3.Estimating the error type by "error-type.pl".

cd NeSSM/scripts/

perl error-type.pl string1 string2

string1: the BWA result generated in step 2

string2: the platform of the FASTQ file, 454 or illumina

for example: perl error-type.pl NeSSM/example/test.sam 454

The "self-simulation.config" file can be generated under the directory of NeSSM/scripts/

VII:Sequencing coverage bias estimation.
Users can estimate the information of sequencing coverage bias from a real metagenome dataset. First, the reads are mapped back by BWA with parameters above. Then estimate the information of sequencing coverage bias by "coverage-bias.pl".

cd NeSSM/scripts/

perl coverage-bias.pl string1 string2 string3

string1: the index file generated in step V-2

string2: the compostition structure table generated in step V-3

string3: the BWA result

for example: perl coverage-bias.pl NeSSM/scripts/index NeSSM/scripts/percentage.txt NeSSM/example/example.sam

The "coverage.txt" file can be generated under the directory of NeSSM/scripts/

VIII:Datasets in the paper.
All datasets mentioned in paper are provided here except those with sizes above 2Gb.

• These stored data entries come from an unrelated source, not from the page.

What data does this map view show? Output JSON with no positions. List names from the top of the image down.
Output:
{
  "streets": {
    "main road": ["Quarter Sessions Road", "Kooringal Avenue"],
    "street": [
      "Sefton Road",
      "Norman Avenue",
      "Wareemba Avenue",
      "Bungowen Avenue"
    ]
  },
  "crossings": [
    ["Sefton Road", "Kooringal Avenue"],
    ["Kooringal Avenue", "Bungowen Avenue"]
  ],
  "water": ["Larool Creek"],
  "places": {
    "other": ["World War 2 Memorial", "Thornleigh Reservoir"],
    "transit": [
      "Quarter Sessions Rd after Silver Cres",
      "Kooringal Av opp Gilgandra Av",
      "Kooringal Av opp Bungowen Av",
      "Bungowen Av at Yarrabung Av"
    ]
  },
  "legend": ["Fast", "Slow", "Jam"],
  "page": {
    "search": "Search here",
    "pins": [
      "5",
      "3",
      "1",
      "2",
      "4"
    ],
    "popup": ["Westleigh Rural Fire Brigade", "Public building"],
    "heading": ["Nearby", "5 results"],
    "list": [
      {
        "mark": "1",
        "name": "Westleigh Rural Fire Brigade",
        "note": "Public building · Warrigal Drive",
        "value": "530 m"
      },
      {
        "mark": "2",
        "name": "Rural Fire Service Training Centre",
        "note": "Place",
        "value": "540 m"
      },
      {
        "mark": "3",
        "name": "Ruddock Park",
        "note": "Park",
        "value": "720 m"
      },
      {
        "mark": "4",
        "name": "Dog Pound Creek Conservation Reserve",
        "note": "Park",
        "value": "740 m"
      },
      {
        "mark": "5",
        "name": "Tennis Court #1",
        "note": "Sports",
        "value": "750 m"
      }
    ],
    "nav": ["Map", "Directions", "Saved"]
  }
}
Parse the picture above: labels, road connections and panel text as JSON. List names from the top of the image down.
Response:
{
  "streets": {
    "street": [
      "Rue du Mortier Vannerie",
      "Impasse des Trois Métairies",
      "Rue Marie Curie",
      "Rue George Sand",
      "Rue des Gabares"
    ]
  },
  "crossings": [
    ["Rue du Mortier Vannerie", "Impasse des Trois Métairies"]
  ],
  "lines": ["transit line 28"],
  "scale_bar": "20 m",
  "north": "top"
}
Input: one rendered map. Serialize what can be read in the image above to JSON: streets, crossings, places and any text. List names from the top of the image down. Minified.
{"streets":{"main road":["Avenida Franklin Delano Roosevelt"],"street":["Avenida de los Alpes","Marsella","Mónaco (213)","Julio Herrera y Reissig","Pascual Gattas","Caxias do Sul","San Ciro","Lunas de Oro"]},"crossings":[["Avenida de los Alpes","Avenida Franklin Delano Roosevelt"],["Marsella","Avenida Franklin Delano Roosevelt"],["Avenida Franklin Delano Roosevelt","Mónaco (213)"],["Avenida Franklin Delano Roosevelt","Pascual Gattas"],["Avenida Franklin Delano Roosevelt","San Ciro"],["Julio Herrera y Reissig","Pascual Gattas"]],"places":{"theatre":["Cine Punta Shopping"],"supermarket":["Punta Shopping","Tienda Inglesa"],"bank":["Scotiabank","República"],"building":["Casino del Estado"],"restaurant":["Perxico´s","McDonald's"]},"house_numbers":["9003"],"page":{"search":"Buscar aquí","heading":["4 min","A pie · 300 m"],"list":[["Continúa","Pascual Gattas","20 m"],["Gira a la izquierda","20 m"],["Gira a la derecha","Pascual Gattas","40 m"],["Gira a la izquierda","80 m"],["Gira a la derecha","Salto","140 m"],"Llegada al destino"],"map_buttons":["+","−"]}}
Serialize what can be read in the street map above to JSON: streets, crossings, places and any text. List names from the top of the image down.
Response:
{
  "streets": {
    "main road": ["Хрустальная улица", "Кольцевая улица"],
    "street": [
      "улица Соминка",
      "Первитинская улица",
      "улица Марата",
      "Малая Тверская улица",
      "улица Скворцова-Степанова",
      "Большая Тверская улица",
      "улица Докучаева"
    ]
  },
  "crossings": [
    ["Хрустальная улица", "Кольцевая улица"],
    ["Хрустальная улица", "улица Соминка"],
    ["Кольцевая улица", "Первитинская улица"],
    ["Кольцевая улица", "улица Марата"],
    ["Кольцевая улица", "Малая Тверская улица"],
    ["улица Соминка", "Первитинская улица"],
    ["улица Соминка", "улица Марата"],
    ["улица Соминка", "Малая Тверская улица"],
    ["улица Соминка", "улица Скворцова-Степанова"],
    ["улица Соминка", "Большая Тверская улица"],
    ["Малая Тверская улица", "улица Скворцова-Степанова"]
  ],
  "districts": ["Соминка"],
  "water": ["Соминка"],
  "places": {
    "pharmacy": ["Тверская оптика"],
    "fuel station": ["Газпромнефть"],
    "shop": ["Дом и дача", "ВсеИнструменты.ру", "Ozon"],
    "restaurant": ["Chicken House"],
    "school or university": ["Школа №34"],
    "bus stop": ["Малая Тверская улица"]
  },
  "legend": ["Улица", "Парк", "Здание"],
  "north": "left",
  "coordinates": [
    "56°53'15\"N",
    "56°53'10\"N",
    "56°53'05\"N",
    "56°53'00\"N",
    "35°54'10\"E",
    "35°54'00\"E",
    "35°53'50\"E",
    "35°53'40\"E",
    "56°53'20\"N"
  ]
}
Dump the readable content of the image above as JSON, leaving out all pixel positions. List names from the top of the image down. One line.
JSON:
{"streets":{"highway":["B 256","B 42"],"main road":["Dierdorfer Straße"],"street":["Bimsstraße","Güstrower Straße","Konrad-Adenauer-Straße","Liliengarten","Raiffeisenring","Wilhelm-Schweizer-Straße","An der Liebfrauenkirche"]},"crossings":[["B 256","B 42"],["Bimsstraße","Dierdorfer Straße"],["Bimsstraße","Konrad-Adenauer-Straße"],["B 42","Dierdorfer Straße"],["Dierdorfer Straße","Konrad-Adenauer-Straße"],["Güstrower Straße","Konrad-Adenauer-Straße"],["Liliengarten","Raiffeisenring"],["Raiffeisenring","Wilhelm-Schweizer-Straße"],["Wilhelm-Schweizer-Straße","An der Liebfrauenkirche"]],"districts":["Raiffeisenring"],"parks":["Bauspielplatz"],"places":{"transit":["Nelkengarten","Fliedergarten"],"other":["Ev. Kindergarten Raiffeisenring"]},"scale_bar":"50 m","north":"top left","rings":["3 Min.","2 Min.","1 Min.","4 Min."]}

LC-100 dataset (in Table 2)
LC-250 dataset (in Table 2)
MC-100 dataset (in Table 2)
MC-250 dataset (in Table 2)
HC-100 dataset (in Table 2)
HC-250 dataset (in Table 2)
LC dataset used in assemble (in Table 7)

(**)ATTENTION:
1:If this is your first time to run your cuda, you should run the "startcuda.sh" with root permissions to initialize the CUDA.
The startcuda.sh file is under NeSSM/NeSSM_GPU/ and its usage is: ./startcuda.sh start
2:If your CUDA version is above 4.0, you should run the command "nvidia-smi" with root permissions
3:You can generate the simulation datasets used in paper "NeSSM: a Next-generation Sequencing Simulator for Metagenomics" according to the commands.

Citation
Please cite the following paper if you use NeSSM (can be considered as NeSSM1.0).

"NeSSM: a Next-generation Sequencing Simulator for Metagenomics", 2013, PLoS ONE , 8(10):e75448.

If you need sequencing simulation for the third generation sequencing platforms, please cite the paper bellow (can be considered as NeSSM2.0).

"PaSS: a sequencing simultor for PacBio sequencing", 2019, BMC Bioinformatics 20:352.

Contact:
If you have any questions, feel free to contact us.
< chenmodexiaoxi@126.com >
< ccwei@sjtu.edu.cn >

Please send your comments or bug reports to Dr. Wei .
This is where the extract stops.